I’ve never had a time of real doubt, because one of the things my mother (a highly adaptable person who has evolved beautifully in the last decade) modeled so well for me was to hold my beliefs with open palms, to let them change and grow over time. So when I didn’t know what doctrines I believed or whether I thought the Bible was full of shit, I could still go to the Greek Orthodox cemetery a few minutes from my house and sit in the courtyard, feel the breeze, and hear the quiet whisper of God’s voice, the caress of the wind that touched my heart in a place beyond words.
In those teen years when I changed in infinite ways, I returned to that cemetery often, because it felt like a thin place for me, where God felt close and the rest of my life (quite difficult and a bit overwhelming at the time) felt far away.
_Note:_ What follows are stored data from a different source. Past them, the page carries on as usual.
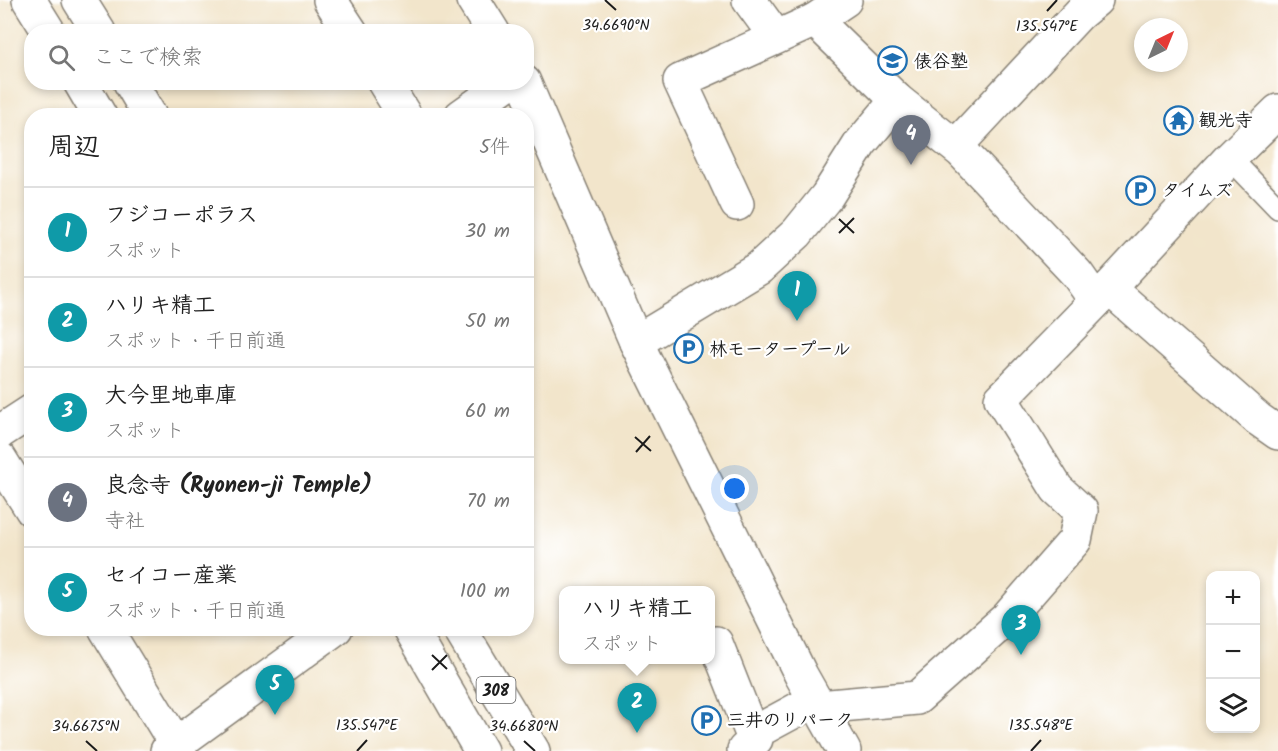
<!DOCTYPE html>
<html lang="ja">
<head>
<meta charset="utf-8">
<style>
	:root { --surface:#fff; --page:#f2f2f2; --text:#222; --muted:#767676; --line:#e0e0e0; --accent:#1a73e8 }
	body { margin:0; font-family:Kalam,"Klee One",sans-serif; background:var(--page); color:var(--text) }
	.controls { position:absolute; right:18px; bottom:18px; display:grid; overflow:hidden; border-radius:12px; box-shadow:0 3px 9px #0003 }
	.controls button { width:54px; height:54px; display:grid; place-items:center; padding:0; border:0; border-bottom:2px solid var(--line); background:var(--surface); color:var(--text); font:30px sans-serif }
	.compass { position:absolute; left:1134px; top:18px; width:54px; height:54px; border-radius:50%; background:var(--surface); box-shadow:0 3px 9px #0003; rotate:43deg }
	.you { position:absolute; left:735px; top:489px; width:21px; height:21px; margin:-15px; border:4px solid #fff; border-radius:50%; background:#1a73e8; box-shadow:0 0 0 9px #1a73e833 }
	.badge { display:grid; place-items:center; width:39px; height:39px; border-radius:50%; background:var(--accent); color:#fff; font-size:20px; font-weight:700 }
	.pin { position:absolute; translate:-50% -50px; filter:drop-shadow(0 2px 3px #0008) }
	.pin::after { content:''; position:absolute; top:32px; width:21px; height:18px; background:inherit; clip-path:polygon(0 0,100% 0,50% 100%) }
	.popup { position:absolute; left:559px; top:586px; width:156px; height:78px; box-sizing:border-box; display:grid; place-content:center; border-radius:12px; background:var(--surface); filter:drop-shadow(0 2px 4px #0005); font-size:20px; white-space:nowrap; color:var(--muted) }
	.popup b { font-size:22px; color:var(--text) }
	.popup::after { content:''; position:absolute; left:50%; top:100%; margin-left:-12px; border:12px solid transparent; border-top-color:var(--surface) }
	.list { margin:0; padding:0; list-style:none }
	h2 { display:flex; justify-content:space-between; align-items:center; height:78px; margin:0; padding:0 24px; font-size:26px }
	h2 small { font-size:20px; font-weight:400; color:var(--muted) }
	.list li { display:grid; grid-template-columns:39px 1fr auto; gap:18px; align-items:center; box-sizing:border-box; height:90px; padding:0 24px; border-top:2px solid var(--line) }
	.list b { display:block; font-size:22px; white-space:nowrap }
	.list p { margin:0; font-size:20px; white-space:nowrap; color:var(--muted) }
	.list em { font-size:20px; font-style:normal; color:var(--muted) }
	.icon { flex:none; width:33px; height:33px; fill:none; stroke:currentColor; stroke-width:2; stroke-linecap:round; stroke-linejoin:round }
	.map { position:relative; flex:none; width:1278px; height:751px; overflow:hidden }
	.search { position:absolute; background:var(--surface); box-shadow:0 3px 9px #0003; left:24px; top:24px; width:510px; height:66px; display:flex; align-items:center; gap:15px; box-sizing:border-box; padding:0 21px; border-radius:24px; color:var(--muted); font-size:22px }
	.panel { position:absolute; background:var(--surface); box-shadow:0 3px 9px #0003; left:24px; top:108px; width:510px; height:528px; border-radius:24px }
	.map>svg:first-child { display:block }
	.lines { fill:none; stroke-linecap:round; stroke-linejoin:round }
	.lane-casing { stroke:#878074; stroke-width:24 }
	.street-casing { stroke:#878074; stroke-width:36 }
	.highway-casing { stroke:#878074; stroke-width:36 }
	.lane { stroke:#fff; stroke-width:21 }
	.street { stroke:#fff; stroke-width:33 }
	.highway { stroke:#fff; stroke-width:33 }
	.ticks { fill:none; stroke:#1c1c1c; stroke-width:2 }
	.labels { text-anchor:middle; stroke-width:4.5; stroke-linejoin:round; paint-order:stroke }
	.shield { fill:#fff; stroke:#606060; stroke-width:1.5 }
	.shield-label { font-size:16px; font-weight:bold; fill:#1c1c1c }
	.poi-label { font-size:18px; font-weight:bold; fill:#1c1c1c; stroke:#fff; text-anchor:start }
	.ticks-label { font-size:15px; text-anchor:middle; fill:#1c1c1c; stroke:#fff; stroke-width:4.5; stroke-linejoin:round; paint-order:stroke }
</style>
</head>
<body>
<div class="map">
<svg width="1278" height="751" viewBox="0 0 1278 751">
	<rect width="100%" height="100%" fill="#fff"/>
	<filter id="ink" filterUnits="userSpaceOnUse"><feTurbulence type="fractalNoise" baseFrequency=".0167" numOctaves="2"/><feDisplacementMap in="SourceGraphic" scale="12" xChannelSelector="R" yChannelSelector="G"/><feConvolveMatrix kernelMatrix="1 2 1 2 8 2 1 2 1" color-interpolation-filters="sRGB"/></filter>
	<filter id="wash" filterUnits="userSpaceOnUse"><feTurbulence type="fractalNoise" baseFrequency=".008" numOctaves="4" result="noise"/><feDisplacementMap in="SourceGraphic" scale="24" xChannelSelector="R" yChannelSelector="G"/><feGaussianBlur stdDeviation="1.35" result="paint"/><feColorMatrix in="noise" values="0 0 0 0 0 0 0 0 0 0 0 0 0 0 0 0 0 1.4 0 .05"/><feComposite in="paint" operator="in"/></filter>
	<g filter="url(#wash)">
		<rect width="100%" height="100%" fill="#f2e5cb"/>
	</g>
	<g filter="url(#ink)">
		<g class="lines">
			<defs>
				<polyline id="lane" points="1230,158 1278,208"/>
				<g id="street">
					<polyline points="330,0 351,32"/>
					<polyline points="473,0 493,32"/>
					<polyline points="749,0 776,37"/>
					<polyline points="815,20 845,0"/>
					<polyline points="384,82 405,116"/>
					<polyline points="524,82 636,342 801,675 844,751"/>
					<polyline points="461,116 509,82"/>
					<polyline points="956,146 1079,14 1096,0"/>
					<polyline points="737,204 680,81 815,20 897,100 961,151 1077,274 1096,301"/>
					<polyline points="1109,288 1258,419 1278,433"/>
					<polyline points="636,342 759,268 797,233 827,196 860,144 897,100"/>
					<polyline points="0,432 32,411"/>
					<polyline points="0,459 32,510"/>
					<polyline points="105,628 180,751"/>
					<polyline points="716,643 752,734"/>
					<polyline points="819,707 917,698 1007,618 1075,540 1081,511 1057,489 1001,399 1109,288 1230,158 1278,111"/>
					<polyline points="744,750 756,739 752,734 815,700"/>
					<polyline points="167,751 336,628"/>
				</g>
				<g id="highway">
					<polyline points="29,0 49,32"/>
					<polyline points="79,0 99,32"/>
					<polyline points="80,82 100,116"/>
					<polyline points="130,82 150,116"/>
					<polyline points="410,628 481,751"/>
					<polyline points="459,628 533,751"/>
				</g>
			</defs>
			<use href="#lane" class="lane-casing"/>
			<use href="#street" class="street-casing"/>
			<use href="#highway" class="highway-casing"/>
			<use href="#lane" class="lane"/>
			<use href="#street" class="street"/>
			<use href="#highway" class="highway"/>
		</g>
	</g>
	<path class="ticks" d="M605,0L616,10M1047,11L1057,0M839,219L854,233M839,233L854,218M635,437L651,451M636,452L650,436M432,655L447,669M432,670L447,655M86,741L97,751M524,741L535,751M357,751L367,740M1031,751L1041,740"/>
	<defs>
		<symbol id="school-ring" viewBox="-11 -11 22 22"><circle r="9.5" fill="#fff" stroke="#1f6fb2" stroke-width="1.5"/><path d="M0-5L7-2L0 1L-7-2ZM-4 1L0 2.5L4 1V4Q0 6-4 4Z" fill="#1f6fb2"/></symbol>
		<symbol id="temple-ring" viewBox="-11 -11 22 22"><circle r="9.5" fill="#fff" stroke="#1f6fb2" stroke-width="1.5"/><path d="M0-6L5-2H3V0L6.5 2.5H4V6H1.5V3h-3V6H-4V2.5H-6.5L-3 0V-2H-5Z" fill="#1f6fb2"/></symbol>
		<symbol id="parking-ring" viewBox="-11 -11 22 22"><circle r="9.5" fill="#fff" stroke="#1f6fb2" stroke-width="1.5"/><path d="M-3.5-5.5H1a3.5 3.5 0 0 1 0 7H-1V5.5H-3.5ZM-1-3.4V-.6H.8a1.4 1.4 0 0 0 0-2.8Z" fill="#1f6fb2"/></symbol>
	</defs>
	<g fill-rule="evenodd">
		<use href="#school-ring" x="876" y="44" width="33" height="33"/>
		<use href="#temple-ring" x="1162" y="104" width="33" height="33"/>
		<use href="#parking-ring" x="1124" y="174" width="33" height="33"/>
		<use href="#parking-ring" x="672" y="332" width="33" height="33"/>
		<use href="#parking-ring" x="690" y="704" width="33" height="33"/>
	</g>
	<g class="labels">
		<rect class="shield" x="476.5" y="677" width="39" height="26" rx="4.5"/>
		<g class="shield-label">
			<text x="496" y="696">308</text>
		</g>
		<g class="poi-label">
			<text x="914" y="67">俵谷塾</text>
			<text x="1199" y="126">観光寺</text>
			<text x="1162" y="196">タイムズ</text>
			<text x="709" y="355">林モータープール</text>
			<text x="727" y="726">三井のリパーク</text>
		</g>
	</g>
	<g class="ticks-label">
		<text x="616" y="30">34.6690°N</text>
		<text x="1047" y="31">135.547°E</text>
		<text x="367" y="730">135.547°E</text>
		<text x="1041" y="730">135.548°E</text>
		<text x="86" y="731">34.6675°N</text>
		<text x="524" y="731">34.6680°N</text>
	</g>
</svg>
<div class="controls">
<button>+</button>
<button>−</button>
<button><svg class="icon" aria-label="layers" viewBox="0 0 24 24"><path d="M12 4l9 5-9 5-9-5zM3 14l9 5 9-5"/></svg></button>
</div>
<svg class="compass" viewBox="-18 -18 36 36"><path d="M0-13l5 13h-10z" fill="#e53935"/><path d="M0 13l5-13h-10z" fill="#767676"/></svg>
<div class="you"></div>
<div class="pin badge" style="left:797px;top:321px;background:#0f9aa8">1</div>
<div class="pin badge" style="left:637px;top:733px;background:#0f9aa8">2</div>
<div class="popup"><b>ハリキ精工</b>スポット</div>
<div class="pin badge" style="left:1021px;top:655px;background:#0f9aa8">3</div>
<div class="pin badge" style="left:911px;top:165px;background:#6b7280">4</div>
<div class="pin badge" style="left:275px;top:715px;background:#0f9aa8">5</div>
<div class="search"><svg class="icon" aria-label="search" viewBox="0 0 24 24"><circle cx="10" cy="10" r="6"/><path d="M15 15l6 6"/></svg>ここで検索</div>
<section class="panel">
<h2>周辺<small>5件</small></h2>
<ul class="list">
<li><span class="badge" style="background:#0f9aa8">1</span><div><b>フジコーポラス</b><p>スポット</p></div><em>30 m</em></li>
<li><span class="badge" style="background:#0f9aa8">2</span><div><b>ハリキ精工</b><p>スポット · 千日前通</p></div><em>50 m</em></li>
<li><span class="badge" style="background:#0f9aa8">3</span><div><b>大今里地車庫</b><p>スポット</p></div><em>60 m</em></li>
<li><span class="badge" style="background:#6b7280">4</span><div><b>良念寺 (Ryonen-ji Temple)</b><p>寺社</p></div><em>70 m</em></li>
<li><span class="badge" style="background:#0f9aa8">5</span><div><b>セイコー産業</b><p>スポット · 千日前通</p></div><em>100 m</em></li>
</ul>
</section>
</div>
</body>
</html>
I wasn’t sure what I believed about evolution or creation or Romans 8 or English translations of the Bible, but I did believe in the God I met in the Greek Orthodox cemetery courtyard.
Here’s the unpleasant secret that I was taught to ignore: To be human is to change. No one stays the same for long. And no one should stay the same. To stay the same forever is to deny our very nature, to become a caricature of a person instead of the real thing. And as I got older, I craved being real. I yearned for truth. I found it unbearable to keep performing as if I was the same. Truths about myself started bubbling out of me like a weird fountain that I couldn’t turn off. Everywhere I went, I found myself saying painfully true things that made everyone uncomfortable, but I couldn’t stop. I was different than the girl who had quietly known her place, but some core part of me was also the same, some piece of me that had always hungered for real connection had risen to the surface and could no longer be suppressed.
I’ve always found the belief that “God is the same yesterday, today, and forever” to be quite limiting. What if I don’t want a God who is always the same? If we are made in God’s image, and humans are wired to be constantly learning and growing, wouldn’t God be doing the same? The idea that God might change and grow along with me feels so tender, so intimate. If I am shaped and impacted by the people who come into my life, what if God is impacted by those that they are in relationship with? After all, didn’t Moses change God’s mind about destroying people in the Old Testament many times? What if to flourish perfectly is to be willing to change and grow?
These are questions I would have been too afraid to ask at 17, but I must ask them now. Because I can’t help but think that Octavia Butler was onto something when she wrote that “God is change,” and Jesus himself said that new wine cannot go into old wineskins, or else they’ll burst. I don’t know how old the earth is, and frankly I don’t really care. But I no longer share any cells in my body with the 17 year old girl who sat in the Greek Orthodox cemetery, and yet my brain retains the memory of them, the memory of her sitting on a bench in a graveyard, the memory of her evolving.